(Saved entries)
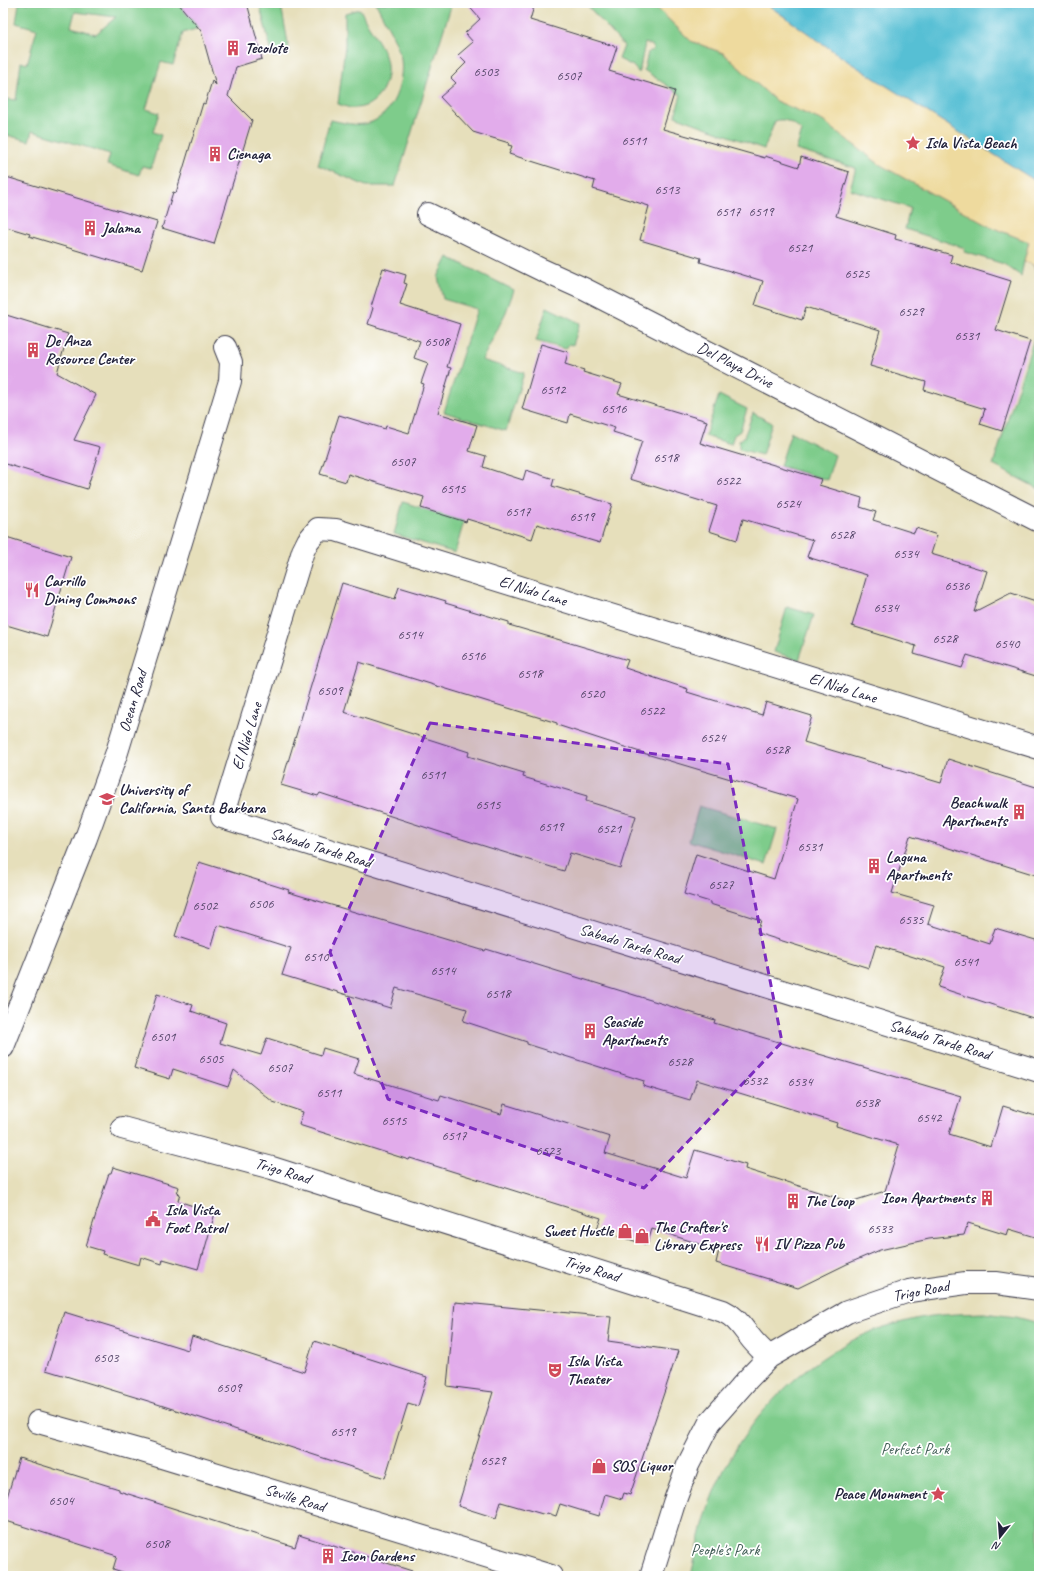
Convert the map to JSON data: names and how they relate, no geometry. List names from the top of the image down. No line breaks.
{"streets":{"street":["Del Playa Drive","El Nido Lane","Ocean Road","Sabado Tarde Road","Trigo Road","Seville Road"]},"crossings":[["El Nido Lane","Sabado Tarde Road"]],"parks":["Perfect Park","People's Park"],"places":{"building":["Tecolote","Cienaga","Jalama","De Anza Resource Center","Beachwalk Apartments","Laguna Apartments","Seaside Apartments","Icon Apartments","The Loop","Icon Gardens"],"place":["Isla Vista Beach","Peace Monument"],"restaurant":["Carrillo Dining Commons","IV Pizza Pub"],"school or university":["University of California, Santa Barbara"],"public building":["Isla Vista Foot Patrol"],"shop":["Sweet Hustle","The Crafter's Library Express","SOS Liquor"],"theatre":["Isla Vista Theater"]},"house_numbers":["6503","6507","6511","6513","6517","6519","6521","6525","6529","6531","6508","6512","6516","6518","6507","6522","6515","6524","6517","6519","6528","6534","6536","6534","6514","6528","6540","6516","6518","6509","6520","6522","6524","6528","6511","6515","6519","6521","6531","6527","6506","6502","6535","6510","6541","6514","6518","6501","6505","6528","6507","6532","6534","6511","6538","6542","6515","6517","6523","6533","6503","6509","6519","6529","6504","6508"],"north":"bottom"}
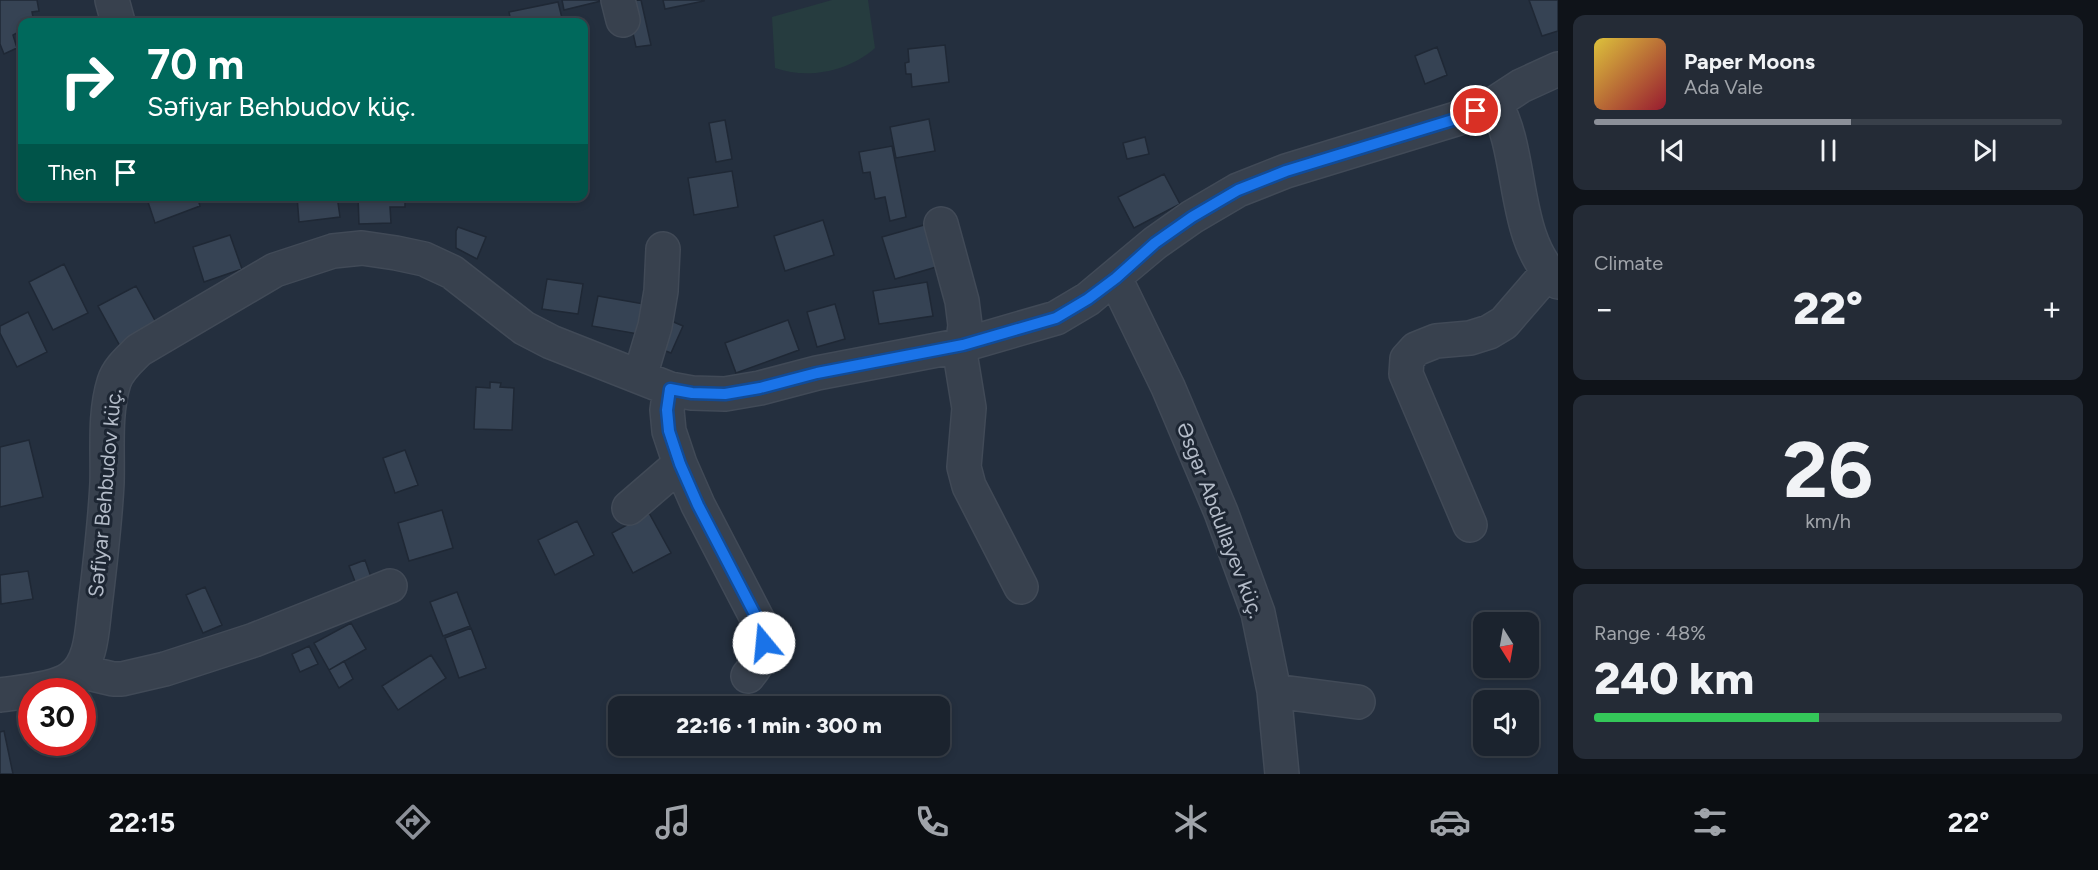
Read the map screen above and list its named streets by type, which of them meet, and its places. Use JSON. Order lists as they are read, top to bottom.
{
  "streets": {
    "street": ["Səfiyar Behbudov küç.", "Əsgər Abdullayev küç."]
  },
  "crossings": [
    ["Səfiyar Behbudov küç.", "Əsgər Abdullayev küç."]
  ],
  "north": "bottom",
  "page": {
    "turn": ["70 m", "Səfiyar Behbudov küç."],
    "song": ["Paper Moons", "Ada Vale"],
    "then": "Then",
    "tile": [
      "Climate",
      ["26", "km/h"],
      ["Range · 48%", "240 km"]
    ],
    "heat": ["−", "22°", "+"],
    "limit": "30",
    "trip": "22:16 · 1 min · 300 m",
    "tabs": ["22:15", "22°"]
  }
}
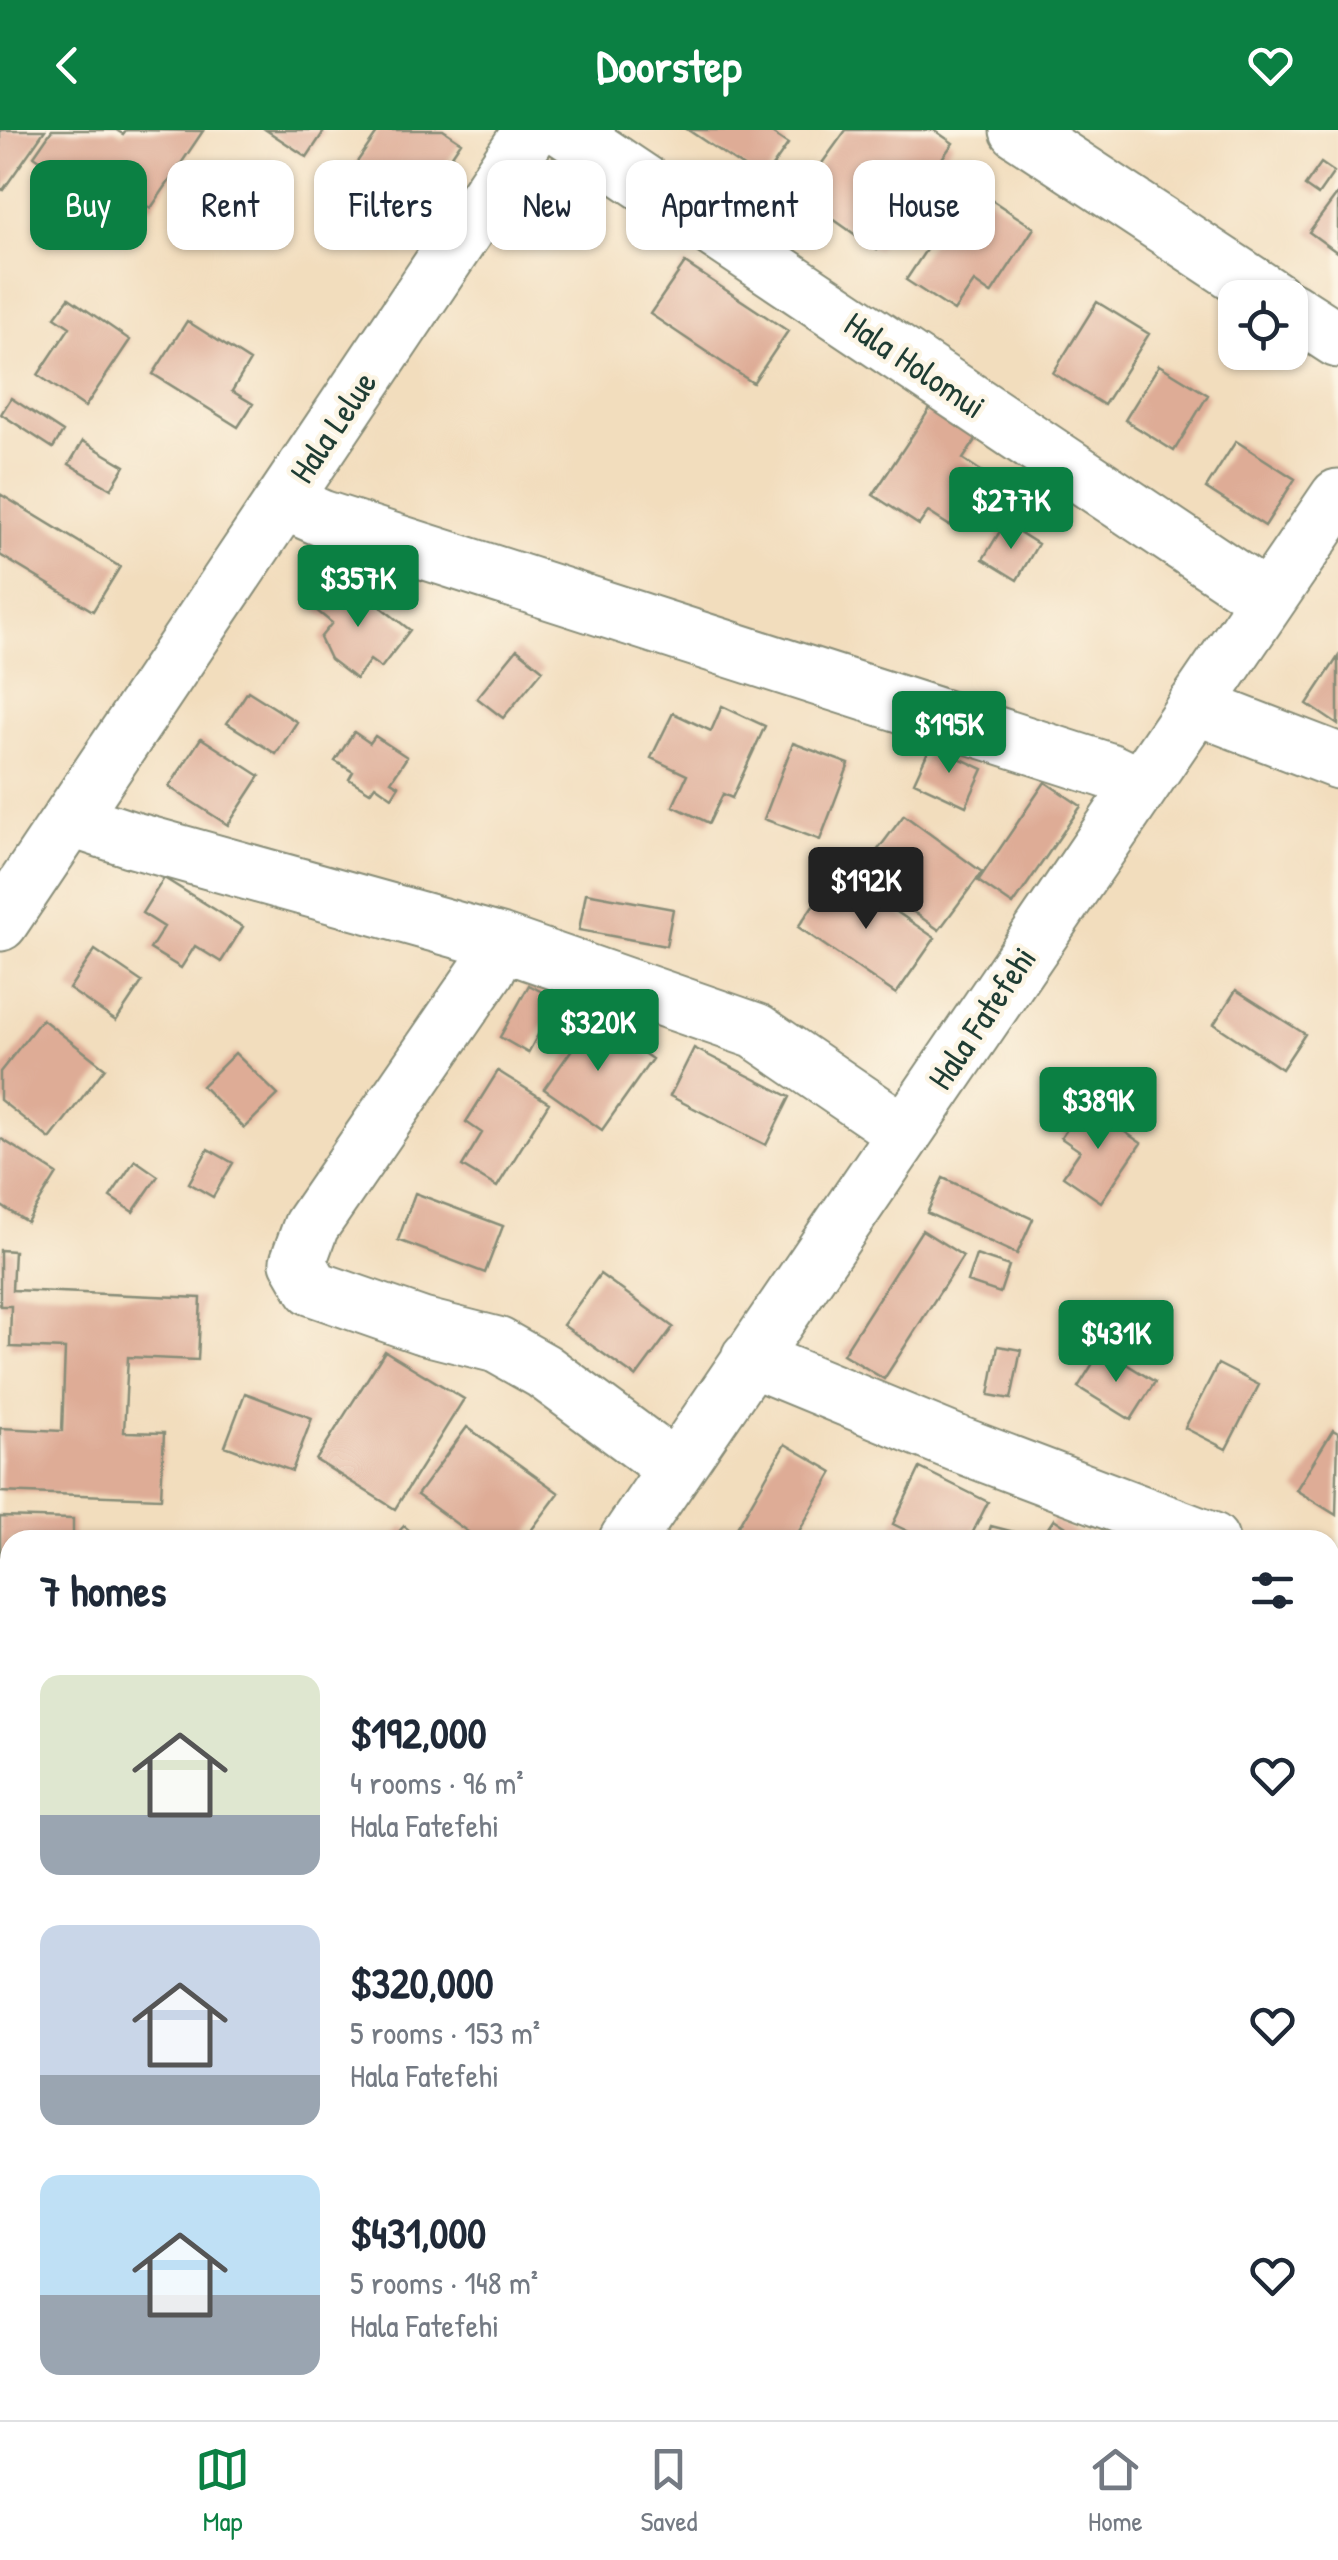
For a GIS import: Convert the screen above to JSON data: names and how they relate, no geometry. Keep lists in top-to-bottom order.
{
  "streets": {
    "street": ["Hala Holomui", "Hala Lelue", "Hala Fatefehi"]
  },
  "crossings": [
    ["Hala Holomui", "Hala Fatefehi"]
  ],
  "page": {
    "header": "Doorstep",
    "chip": [
      "Buy",
      "Rent",
      "Filters",
      "New",
      "Apartment",
      "House"
    ],
    "price": [
      "$277K",
      "$357K",
      "$195K",
      "$192K",
      "$320K",
      "$389K",
      "$431K"
    ],
    "heading": "7 homes",
    "list": [
      {
        "name": "$192,000",
        "note": "4 rooms · 96 m² · Hala Fatefehi"
      },
      {
        "name": "$320,000",
        "note": "5 rooms · 153 m² · Hala Fatefehi"
      },
      {
        "name": "$431,000",
        "note": "5 rooms · 148 m² · Hala Fatefehi"
      }
    ],
    "tabs": ["Map", "Saved", "Home"]
  }
}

[Directions for this task] From the line containing "Read the map" through the last line of the entries, both included, print each line exactly and omit any picture.

[Written response]
Read the map screen above and list its named streets by type, which of them meet, and its places. Use JSON. Order lists as they are read, top to bottom.
{
  "streets": {
    "street": ["Səfiyar Behbudov küç.", "Əsgər Abdullayev küç."]
  },
  "crossings": [
    ["Səfiyar Behbudov küç.", "Əsgər Abdullayev küç."]
  ],
  "north": "bottom",
  "page": {
    "turn": ["70 m", "Səfiyar Behbudov küç."],
    "song": ["Paper Moons", "Ada Vale"],
    "then": "Then",
    "tile": [
      "Climate",
      ["26", "km/h"],
      ["Range · 48%", "240 km"]
    ],
    "heat": ["−", "22°", "+"],
    "limit": "30",
    "trip": "22:16 · 1 min · 300 m",
    "tabs": ["22:15", "22°"]
  }
}
For a GIS import: Convert the screen above to JSON data: names and how they relate, no geometry. Keep lists in top-to-bottom order.
{
  "streets": {
    "street": ["Hala Holomui", "Hala Lelue", "Hala Fatefehi"]
  },
  "crossings": [
    ["Hala Holomui", "Hala Fatefehi"]
  ],
  "page": {
    "header": "Doorstep",
    "chip": [
      "Buy",
      "Rent",
      "Filters",
      "New",
      "Apartment",
      "House"
    ],
    "price": [
      "$277K",
      "$357K",
      "$195K",
      "$192K",
      "$320K",
      "$389K",
      "$431K"
    ],
    "heading": "7 homes",
    "list": [
      {
        "name": "$192,000",
        "note": "4 rooms · 96 m² · Hala Fatefehi"
      },
      {
        "name": "$320,000",
        "note": "5 rooms · 153 m² · Hala Fatefehi"
      },
      {
        "name": "$431,000",
        "note": "5 rooms · 148 m² · Hala Fatefehi"
      }
    ],
    "tabs": ["Map", "Saved", "Home"]
  }
}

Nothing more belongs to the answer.